Table 5 presents the results of the hypotheses testing. All three models were statistically significant based on F-values (p < 0.05). Loyalty was significantly influenced by health risk (β = −0.195, p < 0.05) and fatigue (β = −0.375, p < 0.05). In addition, health risk exerted a significant positive effect on fatigue (β = −0.175, p < 0.05). The interaction terms also showed significant effects. Specifically, Health risk × Nutrition disclosure (β = 0.129, p < 0.05) and Health risk × Chatbot information (β = 0.102, p < 0.05) significantly affected fatigue, confirming the moderating roles of nutrition disclosure and chatbot information. Taken together, these findings indicate that all hypotheses were supported, with the exception of H1.
Figure 2 presents the results of the simple slope analysis, which illustrates the moderating role of nutrition information disclosure. The findings indicate that consumers with higher perceptions of nutrition information disclosure exhibited greater sensitivity to the effect of health risk on fatigue. In other words, when nutritional information was perceived as being more transparently disclosed, the positive relationship between health risk and fatigue became stronger.
Figure 3 displays the results of the simple slope analysis for the moderating role of chatbot information. The findings reveal that consumers with higher perceptions of chatbot information exhibited the steepest positive effect of health risk on fatigue, whereas those with lower perceptions of chatbot information demonstrated a more gradual slope. This suggests that the availability and use of chatbot-provided information amplify the extent to which perceived health risk translates into consumer fatigue.

5. Discussion

The purpose of this research was to examine the effects of health risk on fatigue and loyalty among food delivery application users. The results indicated that consumers exhibited a relatively low perception of health risk (mean = 2.348). Their perceived level of fatigue related to using food delivery applications was also relatively low (mean = 1.995). In contrast, consumer loyalty was relatively high. These findings suggest that consumers tend to perceive the foods offered through food delivery applications as posing limited health risks and that they experience only minor fatigue from app usage. One possible explanation for this outcome is the demographic composition of the sample, as a large proportion of respondents were in their forties or younger, and younger consumers may perceive fewer risks or be less susceptible to fatigue in digital environments.
The hypothesis testing results further revealed that perceptions of health risk negatively influenced loyalty but did not have a significant effect on fatigue. In other words, while concerns about the health risks of food may discourage continued use of delivery applications, such concerns do not necessarily induce fatigue during the information search process. Moreover, the findings confirmed that fatigue significantly reduces loyalty. This implies that when information search and decision-making require substantial time and effort, consumers may become less inclined to maintain their engagement with food delivery applications.
Next, the moderating effects of nutrition information disclosure and chatbot information were examined. Consumers displayed a somewhat skeptical response toward nutrition information disclosure (mean = 2.63).
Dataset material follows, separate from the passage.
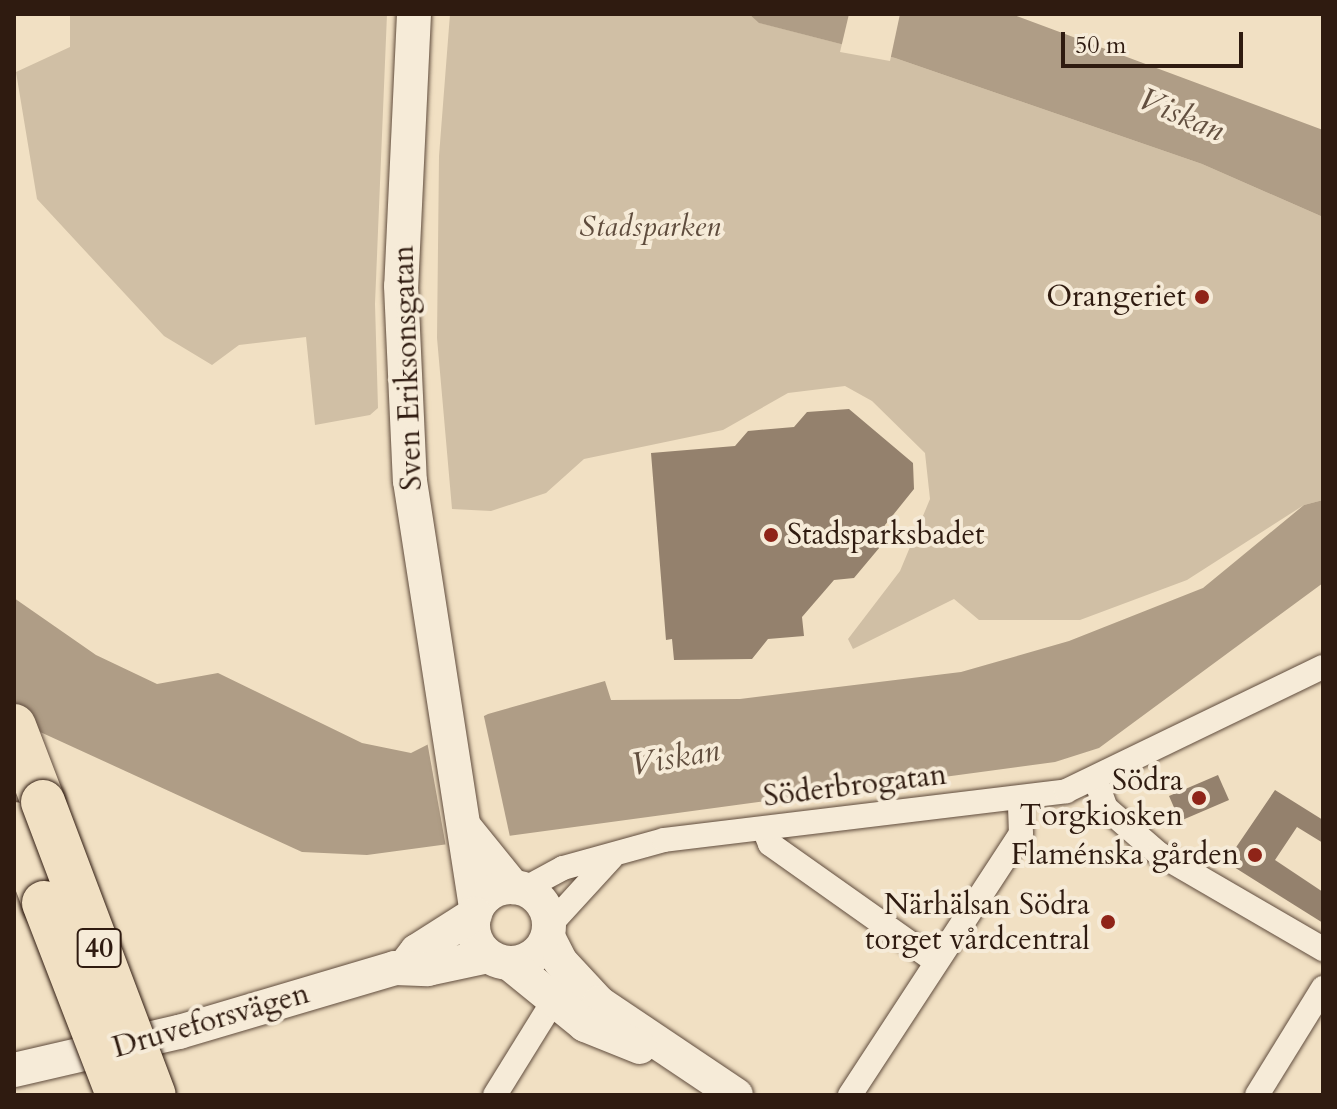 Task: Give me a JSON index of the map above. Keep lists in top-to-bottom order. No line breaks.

This outcome may be explained by the fact that, when using food delivery applications, consumers are already processing multiple other types of information—such as photos, reviews, and promotional content—which may lead them to pay relatively less attention to nutritional details. By contrast, the analysis indicated a moderate level of awareness of chatbot information (mean = 3.223).
Lee et al. [67] conducted a study on food delivery apps that provided insights into consumer behavior across various factors, but the results focused primarily on the main effects. Similarly, Ahn [6] conducted an empirical study on food delivery apps, yet did not provide detailed analyses examining moderating effects or other nuanced relationships. With regard to moderating effects, nutrition information disclosure was found to amplify consumer fatigue. Specifically, when consumers perceived food as posing health risks, the simultaneous consideration of nutritional information created a reinforcing effect that heightened fatigue. These findings implied that when perceptions of food as a health threat become more concrete through the disclosure of nutritional information, individuals may experience greater conflict in their decision-making, which in turn could lead to higher consumption of mental energy during the process. A similar pattern emerged for chatbot information: when chatbot-provided information was considered alongside health risk perceptions, consumers experienced greater fatigue. An alternative explanation was that factors such as limited trust in data sources, insufficient personalization, or multi-channel communication overload through chatbots might have contributed to higher fatigue in decision-making, particularly when the food was perceived as unhealthy. This interpretation could be tentatively drawn from the findings.
Taken together, these findings indicate that both nutrition information disclosure and chatbot information can intensify fatigue during the information search process, as consumers are required to process multiple dimensions of information simultaneously.

6. Conclusions

Food & Wine [68] reported that Uber Eats incorporated fresh food into its delivery app marketing as part of efforts to promote sustainable development. Such initiatives could be seen as a strategy to address a limitation of food delivery apps—the predominance of less healthy food—and to improve their market reputation. However, empirical evidence on how these efforts affected consumer behavior remained limited. To address this gap, this research examined the effects of food-related health risks within digital food platforms. The study contributed by investigating the interrelationships among health risks, fatigue, loyalty, nutritional information disclosure, and chatbot-provided information in the context of food delivery app usage. Specifically, it assessed the linear associations between health risks, fatigue, and loyalty, thereby providing insights into consumer behavior in technology-mediated food services. In addition, the moderating roles of nutritional information disclosure and chatbot information on the relationship between health risk and fatigue offered further theoretical understanding of how information environments affected consumer responses. Overall, these findings contributed to discussions on consumer fatigue and offered perspectives on its antecedents and dynamics in digital consumption settings.
From a managerial perspective, several implications emerge. Food delivery app operators might be able to allocate resources toward alleviating consumers’ health-related concerns, for example, by offering healthier menu options that mitigate perceived risks associated with food choices. In addition, strategies to reduce consumer fatigue could be essential. Voice-enabled ordering systems, along with thoughtful design of visual layouts and information functions, may help lower the cognitive burden placed on consumers. Furthermore, the provision of nutritional and chatbot-based information requires careful calibration. Excessive or fragmented information might be able to exacerbate fatigue during information processing. Thus, consolidating relevant content within chatbot systems and streamlining the presentation of nutritional details might be able to enhance usability and reduce consumer strain. In addition, developers of digital food platforms should focus their efforts on designing interfaces that present essential information required for consumption in a way that minimizes user effort. Furthermore, appropriate use of artificial intelligence systems could enable the provision of personalized information or stepwise information based on consumer needs, thereby helping to reduce user fatigue.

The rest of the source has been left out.